Book reviews

Advancing the human right to health
Zuniga JM, Marks SP and Gostin LO, eds. Oxford: Oxford University Press, 2013. 480 pp.
This substantial volume commemorates the 65th anniversary of the Universal Declaration on Human Rights. As Paul Hunt (former special rapporteur to the United Nations on the right to health) writes in his foreword, since that Declaration ‘the right to the highest attainable standard of health has come a long way [but] the challenges remain enormous and diverse’.
Though the three editors are all US-based, they have recruited authors from several European countries as well as from Africa, South America, Japan and Haiti. Most are academics in law or in public health. The book has two very substantial sections – one on ‘the right to health in action’ (which provides a series of country-based overviews of recent experience) and one on ‘challenges and opportunities’, which is disease- rather than country-based. These are framed by an opening section on ‘the right to health in perspective’ and a concluding chapter on ‘the consequences of failure’.

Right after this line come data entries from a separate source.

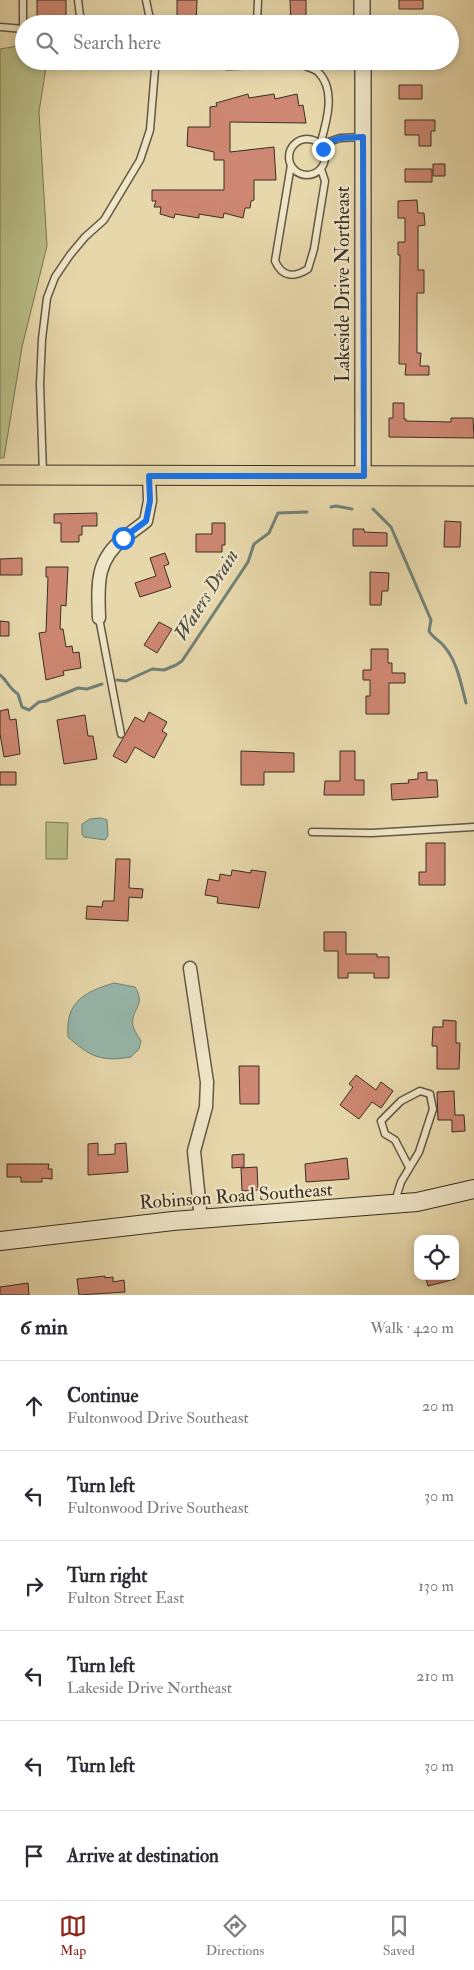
<!DOCTYPE html>
<html lang="en">
<head>
<meta charset="utf-8">
<style>
	:root { --surface:#fff; --page:#f2f2f3; --text:#2b2b33; --muted:#7c7c81; --line:#e1e1e2; --accent:#8f2418 }
	body { margin:0; font-family:"IM FELL Double Pica",serif; background:var(--page); color:var(--text) }
	.controls { position:absolute; right:15px; bottom:15px; display:grid; overflow:hidden; border-radius:10px; box-shadow:0 2px 8px #0003 }
	.controls button { width:45px; height:45px; display:grid; place-items:center; padding:0; border:0; border-bottom:1px solid var(--line); background:var(--surface); color:var(--text); font:25px sans-serif }
	.stop { position:absolute; width:15px; height:15px; margin:-11px; border:4px solid #1a73e8; border-radius:50%; background:#fff }
	.stop.end { background:#1a73e8; border-color:#fff; box-shadow:0 1px 5px #0008 }
	.list { margin:0; padding:0; list-style:none }
	h2 { display:flex; justify-content:space-between; align-items:center; height:65px; margin:0; padding:0 20px; font-size:21px }
	h2 small { font-size:16px; font-weight:400; color:var(--muted) }
	.list li { display:grid; grid-template-columns:32px 1fr auto; gap:15px; align-items:center; box-sizing:border-box; height:90px; padding:0 20px; border-top:1px solid var(--line) }
	.list b { display:block; font-size:19px; white-space:nowrap }
	.list p { margin:0; font-size:16px; white-space:nowrap; color:var(--muted) }
	.list em { font-size:16px; font-style:normal; color:var(--muted) }
	.icon { flex:none; width:28px; height:28px; fill:none; stroke:currentColor; stroke-width:2; stroke-linecap:round; stroke-linejoin:round }
	.map { position:relative; flex:none; width:474px; height:1295px; overflow:hidden }
	.search { position:absolute; background:var(--surface); box-shadow:0 2px 8px #0003; left:15px; right:15px; top:15px; height:55px; display:flex; align-items:center; gap:12px; box-sizing:border-box; padding:0 18px; border-radius:28px; color:var(--muted); font-size:19px }
	.sheet { height:605px; background:var(--surface) }
	nav { display:flex; justify-content:space-around; align-items:center; box-sizing:border-box; height:70px; border-top:1px solid var(--line); background:var(--surface); font-size:14px; color:var(--muted) }
	nav a { display:grid; justify-items:center; gap:2px }
	nav .on { color:var(--accent) }
	.map>svg:first-child { display:block }
	.green { fill:#b9be87; stroke:#797655 }
	.water { fill:#97b9ae; stroke:#718176 }
	.lines { fill:none; stroke-linecap:round; stroke-linejoin:round }
	.stream { stroke:#718176; stroke-width:3 }
	.building { fill:#ce8772; stroke:#392e23 }
	.service-casing { stroke:#645845; stroke-width:9 }
	.minor-casing { stroke:#645845; stroke-width:15 }
	.tertiary-casing { stroke:#645845; stroke-width:18 }
	.secondary-casing { stroke:#392e23; stroke-width:20 }
	.primary-casing { stroke:#392e23; stroke-width:21 }
	.service { stroke:#efe6c8; stroke-width:6 }
	.minor { stroke:#efe6c8; stroke-width:12 }
	.tertiary { stroke:#efe6c8; stroke-width:15 }
	.secondary { stroke:#efe6c8; stroke-width:18 }
	.primary { stroke:#e7d8ab; stroke-width:19 }
	.route { stroke:#1a73e8; stroke-width:6 }
	.labels { text-anchor:middle; dominant-baseline:central; stroke-width:4.5; stroke-linejoin:round; paint-order:stroke }
	.street-label { font-size:19px; fill:#392e23; stroke:#efe6c8 }
	.water-label { font-size:20px; font-style:italic; fill:#4c4a3f; stroke:#efe6c8 }
</style>
</head>
<body>
<div class="map">
<svg width="474" height="1295" viewBox="0 0 474 1295">
	<rect width="100%" height="100%" fill="#e7d8ab"/>
	<filter id="stains"><feTurbulence type="fractalNoise" baseFrequency=".004" numOctaves="4"/><feColorMatrix values="0 0 0 0 .2 0 0 0 0 .09 0 0 0 0 .02 0 0 0 .5 -.17"/></filter>
	<radialGradient id="worn" r=".72"><stop offset=".6" stop-color="#630" stop-opacity="0"/><stop offset="1" stop-color="#630" stop-opacity=".3"/></radialGradient>
	<!-- green -->
	<path class="green" d="M24,45V61H47L39,112L47,246L22,347L4,458H0V49Z
		M46,822L68,823L67,859H46Z"/>
	<!-- water -->
	<path class="water" d="M101,818L107,820L108,836L105,840L84,837L82,834V824L90,819Z
		M114,983L135,987C147,1006 130,1009 133,1026C134,1031 139,1037 141,1041L139,1049L131,1057C102,1062 90,1057 68,1037C65,1002 84,992 114,983Z"/>
	<g class="lines">
		<!-- stream -->
		<path class="stream" d="M331,507L336,506L352,509
			M373,509L391,527L431,620L429,631C433,638 439,640 443,645C457,660 461,684 466,703
			M0,675C8,681 9,689 18,694L22,707L29,710L39,702L46,701L78,688L87,689L102,684
			M117,680L126,681L152,669L164,670L176,665L182,661L248,562L254,544L269,533L278,513L307,512"/>
	</g>
	<!-- building -->
	<path class="building" d="M37,0H66V18H37Z
		M177,0H197L196,24H177Z
		M290,0H306V24H291Z
		M399,0H423V9H399Z
		M224,61H264V69L226,70Z
		M399,85H422V99H399Z
		M248,94L249,98L274,94L275,99L297,94L299,106L303,105L306,123L230,122V152L274,147L276,180H254V200L251,201L250,208H245L243,218L224,213L223,218L199,214V218L175,214L174,218L160,214L161,207H154L156,201H152V190H224V160H214V152L187,146L188,127H210V107L217,106L216,103Z
		M405,120H435V131H431V146H419V135H405Z
		M433,164H445V176H433Z
		M405,169H432V182H405Z
		M417,200L418,213H424L425,225L418,226V270H424V293H417V353H421L420,366H429V375H405L406,364H399L400,255H398V242H405V218H398V201Z
		M393,403H404V419H406V421L451,422V418H473L474,438L389,437V418H393Z
		M97,513V526H82V535H79V542H61V523H54V514Z
		M445,521L461,522L460,547H444Z
		M212,523H225V545H222V552H196V534H212Z
		M353,529H364V532L387,533V546H353Z
		M165,553L169,564L164,566L171,587L140,597L135,583L156,576L150,558Z
		M22,558V575H0V559Z
		M46,567H68L66,606L61,605L60,629H63L66,647L72,646L73,653L79,652L81,668L63,671L64,675L46,680L39,633L46,632L48,577H46Z
		M370,572L389,573L388,591H382L381,605H370Z
		M0,621L9,622V636H0Z
		M159,622L172,629L157,653L144,645Z
		M371,649H388V663H392V673H405V683H389V714H366V696H370V680H363V670H371Z
		M8,709L10,720L16,719L20,754L4,757L0,734V711Z
		M149,712L167,722L162,731L167,734L154,758L135,747L126,763L113,756L135,717L144,722Z
		M85,715L88,736H93L97,759L64,764L57,720Z
		M241,751L294,753V772H264V785H241Z
		M340,751H355V780H364V795H324L325,781H340Z
		M0,772H16V785H0Z
		M427,772V780H437L438,797L392,800L391,784L409,783L408,780L418,779V773Z
		M426,843H445V885H419V872H426Z
		M116,859H130L129,888L143,889L142,898L129,897L128,921L86,919L87,906L102,907L103,901H114Z
		M232,870L251,873V870L266,872L259,908L217,903L218,897L205,895L208,879L219,881L220,874L231,876Z
		M324,932H346V954H377V957H389V978H374V973H348V978H338V951H324Z
		M443,1020L456,1021V1043H460L459,1069H437V1046H432L433,1027H443Z
		M239,1066H259V1104H240Z
		M356,1075L376,1090L381,1082L393,1091L381,1108L372,1102L359,1119L340,1105L353,1087L349,1084Z
		M454,1091L455,1115H464L465,1131L452,1132V1120H438L437,1092Z
		M98,1143V1155L115,1154V1144L126,1143L128,1172L88,1175V1144Z
		M244,1154V1167L232,1168V1155Z
		M347,1158L349,1179L306,1182L305,1164Z
		M7,1164H49L48,1169H52V1179L42,1178V1182H21V1177H7Z
		M257,1167L258,1190L242,1191L241,1168Z
		M105,1276V1278L113,1277V1282L124,1280L125,1292L79,1295L77,1279Z
		M425,1276H454L455,1279L428,1286Z
		M28,1283L29,1295H0V1287Z"/>
	<g class="lines">
		<!-- service casing -->
		<g class="service-casing">
			<path id="service" d="M23,0V29
				M78,0L81,24
				M146,0L151,24
				M257,24L258,0
				M0,27L24,29
				M293,61C300,65 312,67 318,72C337,90 326,124 320,145
				M289 157a18 18 0 1 1 36 0a18 18 0 1 1-36 0Z
				M320,145L340,138L363,137
				M291,165L275,261C282,277 294,278 308,269L314,249L325,181L321,169
				M43,474L40,384L42,339L47,298L55,277L70,255L85,237L104,220L140,160L150,130L155,69L154,61
				M99,618L121,734
				M312,832L372,833L474,827
				M395,1201L401,1182L419,1152L433,1109L430,1094L420,1091L401,1101L381,1121L385,1134L395,1140L409,1167"/>
		</g>
		<!-- minor casing -->
		<g class="minor-casing">
			<path id="minor" d="M99,618C98,585 95,561 124,538C131,532 139,527 146,521L150,501L149,476
				M190,968L207,1082L206,1107L194,1151L201,1220"/>
		</g>
		<!-- tertiary casing -->
		<g class="tertiary-casing">
			<path id="tertiary" d="M362,0V24
				M363,61V476"/>
		</g>
		<!-- secondary casing -->
		<g class="secondary-casing">
			<path id="secondary" d="M0,1241L173,1221L417,1202L474,1189"/>
		</g>
		<!-- primary casing -->
		<g class="primary-casing">
			<path id="primary" d="M0,475L474,476"/>
		</g>
		<!-- service -->
		<use href="#service" class="service"/>
		<!-- minor -->
		<use href="#minor" class="minor"/>
		<!-- tertiary -->
		<use href="#tertiary" class="tertiary"/>
		<!-- secondary -->
		<use href="#secondary" class="secondary"/>
		<!-- primary -->
		<use href="#primary" class="primary"/>
	</g>
	<g class="lines">
		<!-- route -->
		<path class="route" d="M123,538L146,521L150,501L149,476H364L363,137L340,138L320,145L323,149"/>
	</g>
	<g class="labels">
		<!-- street labels -->
		<g class="street-label">
			<text transform="translate(343 284) rotate(-90)">Lakeside Drive Northeast</text>
			<text transform="translate(236 1196) rotate(-4)">Robinson Road Southeast</text>
		</g>
		<!-- water labels -->
		<g class="water-label">
			<text transform="translate(206 595) rotate(-58)">Waters Drain</text>
		</g>
	</g>
	<rect width="100%" height="100%" filter="url(#stains)"/>
	<rect width="100%" height="100%" fill="url(#worn)"/>
</svg>
<div class="controls">
<button><svg class="icon" aria-label="locate" viewBox="0 0 24 24"><circle cx="12" cy="12" r="6"/><path d="M12 2v4M12 18v4M2 12h4M18 12h4"/></svg></button>
</div>
<div class="stop" style="left:123px;top:538px"></div>
<div class="stop end" style="left:323px;top:149px"></div>
<div class="search"><svg class="icon" aria-label="search" viewBox="0 0 24 24"><circle cx="10" cy="10" r="6"/><path d="M15 15l6 6"/></svg>Search here</div>
</div>
<section class="sheet">
<h2>6 min<small>Walk · 420 m</small></h2>
<ul class="list">
<li><svg class="icon" aria-label="ahead" viewBox="0 0 24 24"><path d="M12 20V5M6 11l6-6 6 6"/></svg><div><b>Continue</b><p>Fultonwood Drive Southeast</p></div><em>20 m</em></li>
<li><svg class="icon" aria-label="left" viewBox="0 0 24 24"><path d="M17 20v-9H6M10 6l-5 5 5 5"/></svg><div><b>Turn left</b><p>Fultonwood Drive Southeast</p></div><em>30 m</em></li>
<li><svg class="icon" aria-label="right" viewBox="0 0 24 24"><path d="M7 20v-9h11M14 6l5 5-5 5"/></svg><div><b>Turn right</b><p>Fulton Street East</p></div><em>130 m</em></li>
<li><svg class="icon" aria-label="left" viewBox="0 0 24 24"><path d="M17 20v-9H6M10 6l-5 5 5 5"/></svg><div><b>Turn left</b><p>Lakeside Drive Northeast</p></div><em>210 m</em></li>
<li><svg class="icon" aria-label="left" viewBox="0 0 24 24"><path d="M17 20v-9H6M10 6l-5 5 5 5"/></svg><div><b>Turn left</b></div><em>30 m</em></li>
<li><svg class="icon" aria-label="arrive" viewBox="0 0 24 24"><path d="M6 21V4h12l-3 4 3 4H6"/></svg><div><b>Arrive at destination</b></div></li>
</ul>
</section>
<nav>
<a class="on"><svg class="icon" aria-label="map" viewBox="0 0 24 24"><path d="M3 6l6-2 6 2 6-2v14l-6 2-6-2-6 2zM9 4v14M15 6v14"/></svg>Map</a>
<a><svg class="icon" aria-label="directions" viewBox="0 0 24 24"><path d="M12 3l9 9-9 9-9-9zM9 14v-3h6M13 9l2 2-2 2"/></svg>Directions</a>
<a><svg class="icon" aria-label="saved" viewBox="0 0 24 24"><path d="M7 4h10v16l-5-4-5 4z"/></svg>Saved</a>
</nav>
</body>
</html>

The opening chapter (by Stephen Marks, one of the book's editors) provides a lucid but somewhat acronym-laden summary of the international legal framework and concludes that whereas ‘every country has accepted that human rights are universal’ and that all are ‘bound by at least one treaty containing a provision on the fright to health’, these rights are ‘of little value without effective means of promotion and protection at the national and international levels’.
In Section 2, Cabrera and Ayala then examine the potential of litigation to advance health rights and the potential for courts to undermine as well as to promote these rights. Nygren-Krug emphasises the need to enhance accountability at international, national and local levels. A provocative chapter by Pablos-Mendéz and Stone highlights the ‘moral imperatives’ towards health and equity and the potential synergy between promoting health and strengthening nations. Examples cited include responses to conflict (as in Timor-Leste) and to specific health challenges (such as HIV in Botswana). Friedman and Gostin then make the case for adopting a ‘Framework Convention on Global Health’ with the aim of setting a global health agenda and reducing health inequalities.
The third section provides summaries of current health and human rights legislation in Haiti, Ghana, India, South Africa, the Philippines, China, Brazil, Peru, Mexico, the UK, Japan and the US. These are useful sources of reference but make somewhat turgid reading. It would have been helpful to have more information on the extent to which newer legislation is (or is not) being translated into better and more equitable standards of healthcare.
To my mind, Section 2 is the most useful section of the book. Baer et al examine human health rights through the lenses of HIV, tuberculosis and malaria and emphasise the potential health benefits to HIV care of tackling discrimination, to malaria prevention of promoting the right to food, water, sanitation and housing and that attempts to control TB through involuntary hospitalisation and isolation breach individual human rights, whereas these rights can be respected through an emphasis on early diagnosis and better access to treatment. Cabrera and Gostin argue that ‘human rights and tobacco control are mutually reinforcing pillars’ whose connection needs to be strengthened ‘both in litigation and in policy development’. Yamin argues on similar lines for the linkage between women's rights and health. Other chapters examine the health rights of prisoners, the right to nutrition, issues of access to expensive medical products and technologies, health and human rights during conflicts and emergencies, and the potential role of genomics in enhancing health rights. Bochenek provides a lengthy and thoughtful analysis highlighting the ubiquity of state-sponsored torture and ill-treatment, the wide range of ill-treatment practiced in addition to torture, and the unacceptability of legislation that compels complicity in ill-treatment such as requiring involuntary sterilization or placing unacceptable restrictions on abortion. I would have welcomed some discussion on the continuing difficulties in accessing healthcare that asylum seekers often experience after fleeing from torture and other ill-treatment.
In the concluding chapter (which could and should have been much longer) Grover, Citro and Mankad focus on the needs of vulnerable and marginalised groups, on the protection of health-related freedoms (such as privacy, confidentiality and informed consent) and on the need for, and potential of, public participation in enhancing the right to health.
Lawyers and public health doctors are not always the easiest of bedfellows. This book represents a useful collaboration between their disciplines. It is at its best when examining specific and practical examples of challenges to health rights and successful initiatives to enhance those rights.